WHAT THE EXERCISE ASKS: State, as a bare number, how many lines below contain "gazetteer".

STUDY MATERIAL:

###

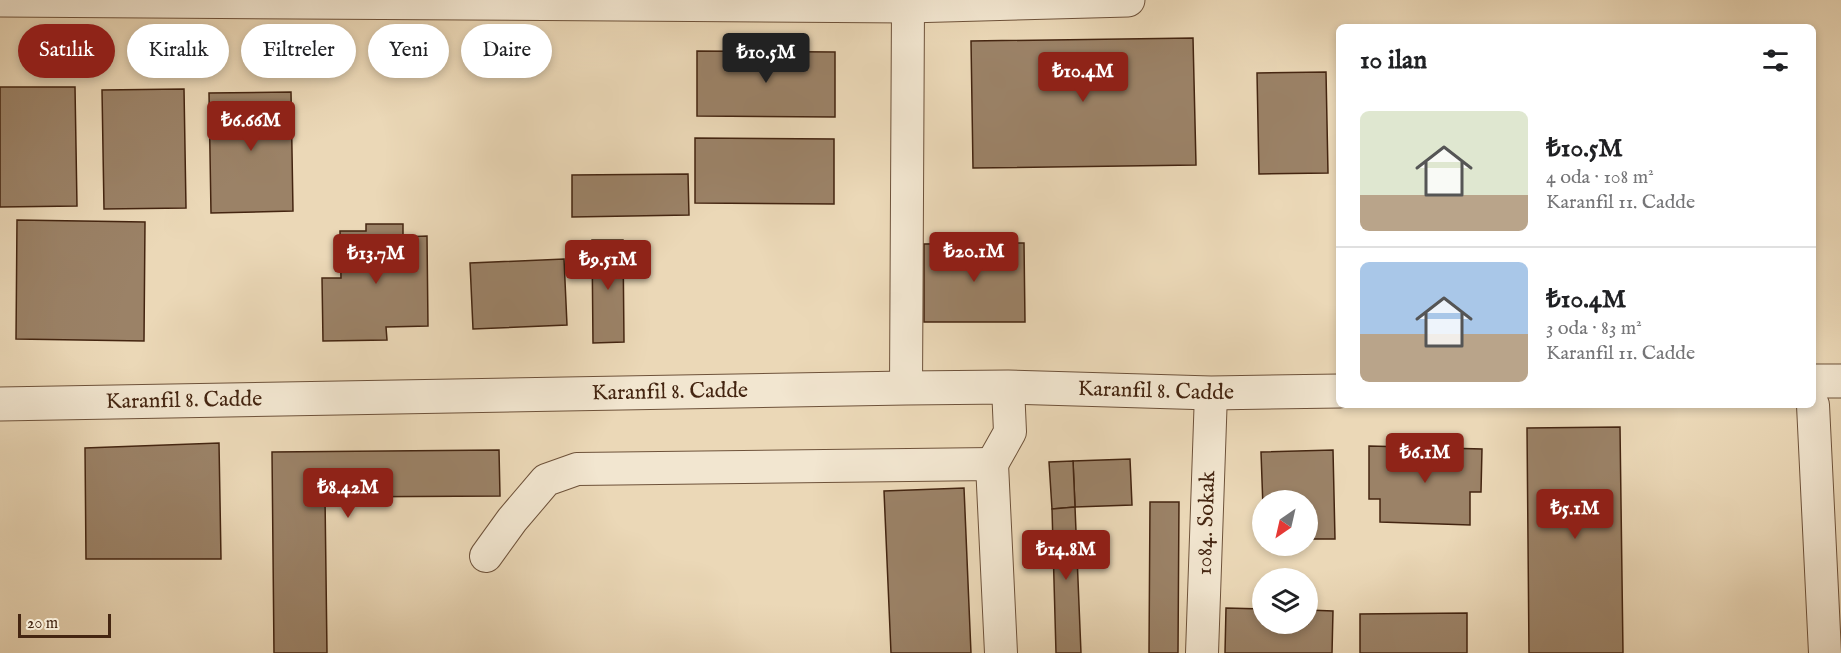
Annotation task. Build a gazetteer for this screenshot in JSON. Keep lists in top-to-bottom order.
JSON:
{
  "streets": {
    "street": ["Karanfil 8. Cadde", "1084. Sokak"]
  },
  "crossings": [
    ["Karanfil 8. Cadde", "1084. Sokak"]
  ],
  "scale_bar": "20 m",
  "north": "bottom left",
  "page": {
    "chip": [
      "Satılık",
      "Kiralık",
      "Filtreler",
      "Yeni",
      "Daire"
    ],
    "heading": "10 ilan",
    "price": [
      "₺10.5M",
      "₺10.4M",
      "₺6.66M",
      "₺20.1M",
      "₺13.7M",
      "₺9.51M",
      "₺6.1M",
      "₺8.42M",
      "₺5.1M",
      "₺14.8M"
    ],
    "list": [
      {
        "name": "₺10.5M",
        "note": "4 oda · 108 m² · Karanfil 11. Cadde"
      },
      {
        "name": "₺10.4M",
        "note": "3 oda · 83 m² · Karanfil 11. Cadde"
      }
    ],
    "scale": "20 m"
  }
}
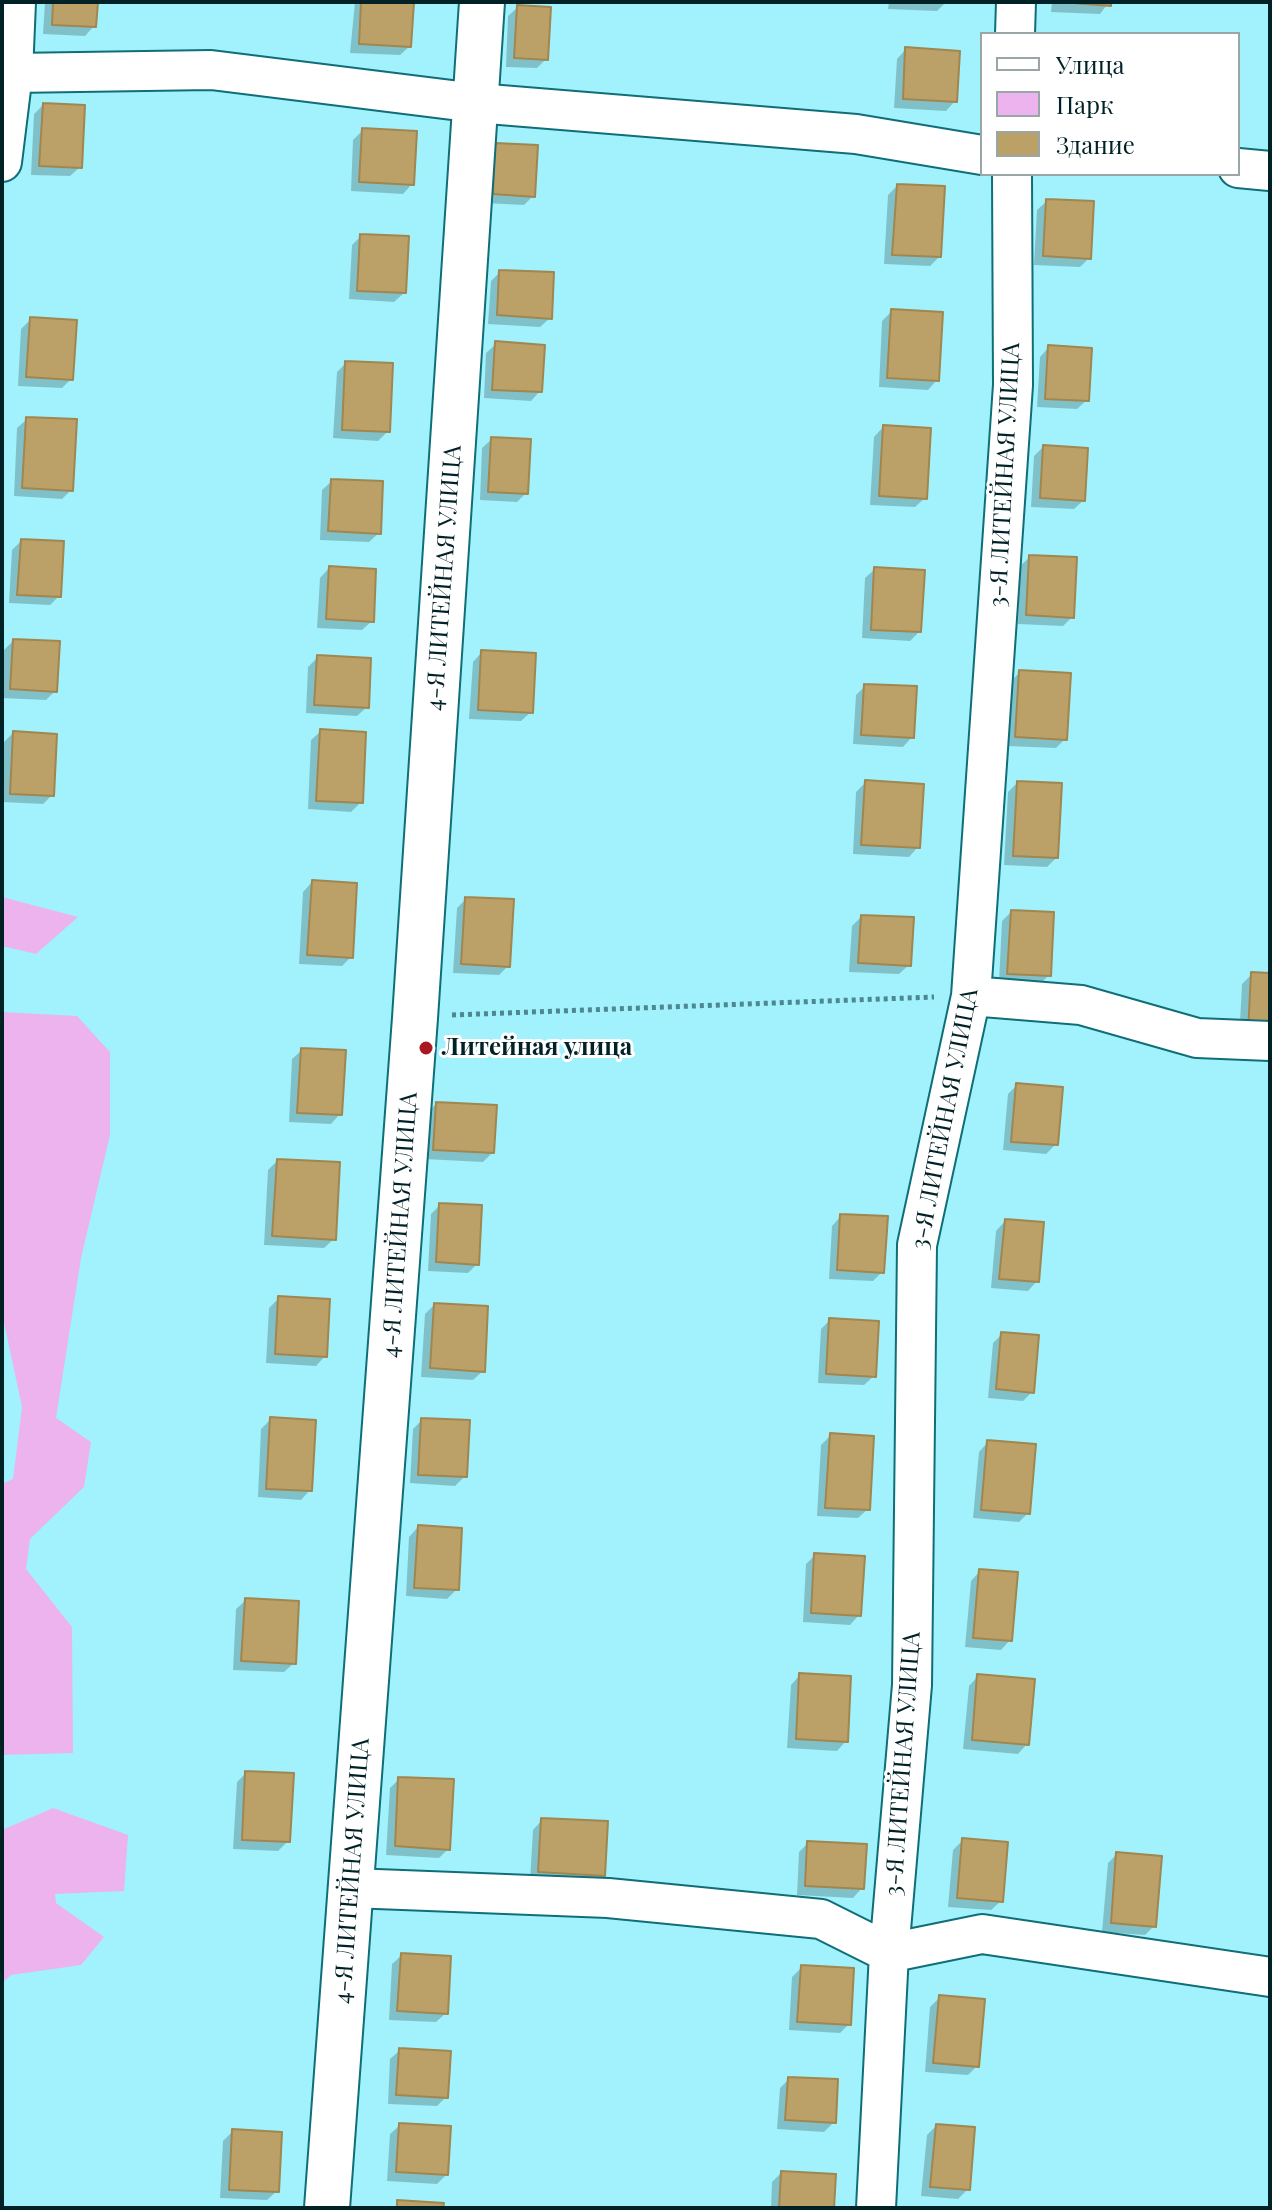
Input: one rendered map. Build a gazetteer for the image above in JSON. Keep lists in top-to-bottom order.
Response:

###

OUTPUT OF THE TASK: 2